“What makes Alberta... Alberta?”
Before you can read a single chart on this dashboard, you need a mental map. Alberta is not one place — it's at least six very different landscapes stitched together inside a single provincial border. The economy looks completely different depending on where you stand.
Size and Borders
Alberta covers 661,848 km² of land area. To put that in perspective, it is larger than France (643,801 km²), larger than Texas (695,662 km² minus water), and roughly the size of Afghanistan. From the Montana border in the south to the 60th parallel in the north is about 1,200 km — a 13-hour drive if you don't stop.
The province is bordered by British Columbia to the west (along the Rocky Mountain continental divide), Saskatchewan to the east, the Northwest Territories to the north, and the U.S. state of Montana to the south. That southern border matters more than you might think: it is the gateway for pipeline routes, cross-border trade, and the movement of goods along the CANAMEX corridor connecting Alberta to Mexico.
Six Natural Regions
Alberta is officially divided into six natural regions, each defined by climate, vegetation, and landform. These regions are not just geography trivia — they directly determine what kind of economic activity happens where.
Grassland
The southeastern corner. Dry, flat, and treeless. This is cattle country and irrigated agriculture — Lethbridge, Medicine Hat, and Brooks. Irrigation districts here produce a disproportionate share of Alberta's crop value.
Parkland
A crescent-shaped transition zone wrapping through central Alberta. Rich soils, mixed farming, and the corridor between Edmonton and Calgary. Red Deer sits right in the heart of it. This is some of Canada's most productive agricultural land.
Foothills
The rolling hills where the prairies meet the mountains. Ranching, forestry, and natural gas extraction. Communities like Sundre, Rocky Mountain House, and Pincher Creek are Foothills towns. Wind energy is booming here too.
Rocky Mountain
The western spine. Banff, Jasper, Canmore, Kananaskis. Economically dominated by tourism, parks, and recreation. Very little resource extraction but enormous cultural and brand value for Alberta. Also the headwaters for most of Alberta's rivers.
Boreal Forest
The giant.
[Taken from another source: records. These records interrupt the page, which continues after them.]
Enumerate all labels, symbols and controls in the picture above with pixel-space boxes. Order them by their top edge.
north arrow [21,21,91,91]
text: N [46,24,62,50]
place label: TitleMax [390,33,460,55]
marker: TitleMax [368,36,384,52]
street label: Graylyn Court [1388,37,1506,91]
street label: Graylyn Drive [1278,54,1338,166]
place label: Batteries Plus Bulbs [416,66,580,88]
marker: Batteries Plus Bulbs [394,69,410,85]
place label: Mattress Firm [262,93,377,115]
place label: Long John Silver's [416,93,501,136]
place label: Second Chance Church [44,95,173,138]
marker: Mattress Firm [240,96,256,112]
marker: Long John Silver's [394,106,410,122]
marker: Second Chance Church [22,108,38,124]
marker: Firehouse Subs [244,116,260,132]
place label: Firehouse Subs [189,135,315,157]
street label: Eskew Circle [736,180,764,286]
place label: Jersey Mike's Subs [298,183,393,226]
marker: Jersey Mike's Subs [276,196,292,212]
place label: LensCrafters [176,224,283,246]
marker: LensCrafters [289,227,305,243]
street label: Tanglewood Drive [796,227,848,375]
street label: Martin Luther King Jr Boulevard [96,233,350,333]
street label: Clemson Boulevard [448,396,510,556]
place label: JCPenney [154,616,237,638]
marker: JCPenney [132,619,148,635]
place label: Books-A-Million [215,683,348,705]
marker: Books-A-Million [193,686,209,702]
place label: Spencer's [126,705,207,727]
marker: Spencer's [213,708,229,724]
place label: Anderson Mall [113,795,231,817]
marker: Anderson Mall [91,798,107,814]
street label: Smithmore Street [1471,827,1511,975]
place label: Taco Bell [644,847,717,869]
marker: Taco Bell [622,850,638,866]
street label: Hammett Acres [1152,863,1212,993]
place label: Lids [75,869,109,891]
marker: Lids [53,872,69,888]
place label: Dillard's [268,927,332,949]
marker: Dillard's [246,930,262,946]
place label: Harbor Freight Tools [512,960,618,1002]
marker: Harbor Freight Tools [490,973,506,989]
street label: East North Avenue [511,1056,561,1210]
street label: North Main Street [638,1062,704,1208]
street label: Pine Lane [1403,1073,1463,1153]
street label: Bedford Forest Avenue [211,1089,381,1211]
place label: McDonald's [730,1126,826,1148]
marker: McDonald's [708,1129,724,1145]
The Boreal covers roughly the entire northern half of the province — from Athabasca to Fort McMurray to Peace River. Oil sands, forestry, and Indigenous communities. This is where most of Alberta's energy wealth is physically extracted.
Canadian Shield
A tiny sliver in the far northeast corner — part of the ancient Precambrian rock that underlies most of central Canada. Mostly wilderness, very few residents, and almost no economic activity. But it connects Alberta geologically to the rest of the Shield provinces.
Water: The Hidden Infrastructure
Alberta's rivers flow from west to east, born in Rocky Mountain glaciers and snowpack. The North Saskatchewan feeds Edmonton. The Bow and Elbow feed Calgary. The Oldman and its tributaries feed southern irrigation districts. The Athabasca flows north through the oil sands.
Water allocation is one of the most important — and least understood — economic constraints in the province. Southern Alberta already faces water scarcity. The Bow River basin is essentially fully allocated, meaning no new water licences are being issued. This has direct implications for where new development can happen: if there is no water, there is no growth.
Climate and Extremes
Alberta has a continental climate with extreme temperature swings. Edmonton averages −10.4°C in January and +17.7°C in July. Calgary is similar but benefits from Chinook winds — warm, dry gusts that can raise winter temperatures by 20°C in a few hours.
These extremes affect everything. Construction seasons are compressed into roughly May through October in most of the province, which is why housing starts data is so seasonal. Energy demand spikes in winter (heating) and summer (air conditioning in newer buildings). Agricultural yields depend on a short frost-free season of about 100 to 120 days.
Wildfire is the other constant. Northern Alberta's Boreal Forest is fire-adapted, and major wildfire seasons (like 2016 in Fort McMurray and 2023 across the province) can disrupt oil production, displace thousands, and send smoke across the continent.
Putting It Together
So What Does This Mean For You?
Geography is not background information — it is the foundation of Alberta's economy. The Boreal holds the oil. The Grasslands grow the food. The Mountains attract the tourists. The Parkland corridor connects the two major cities. And water ties it all together (or limits it).
Every chart you see on Alberta Pulse is shaped by these physical realities. When you see a spike in construction permits in Lethbridge, it makes more sense when you know Lethbridge sits in irrigated agricultural country with reliable water. When Fort McMurray's population swings wildly, it makes more sense when you know the Boreal economy runs on a single commodity.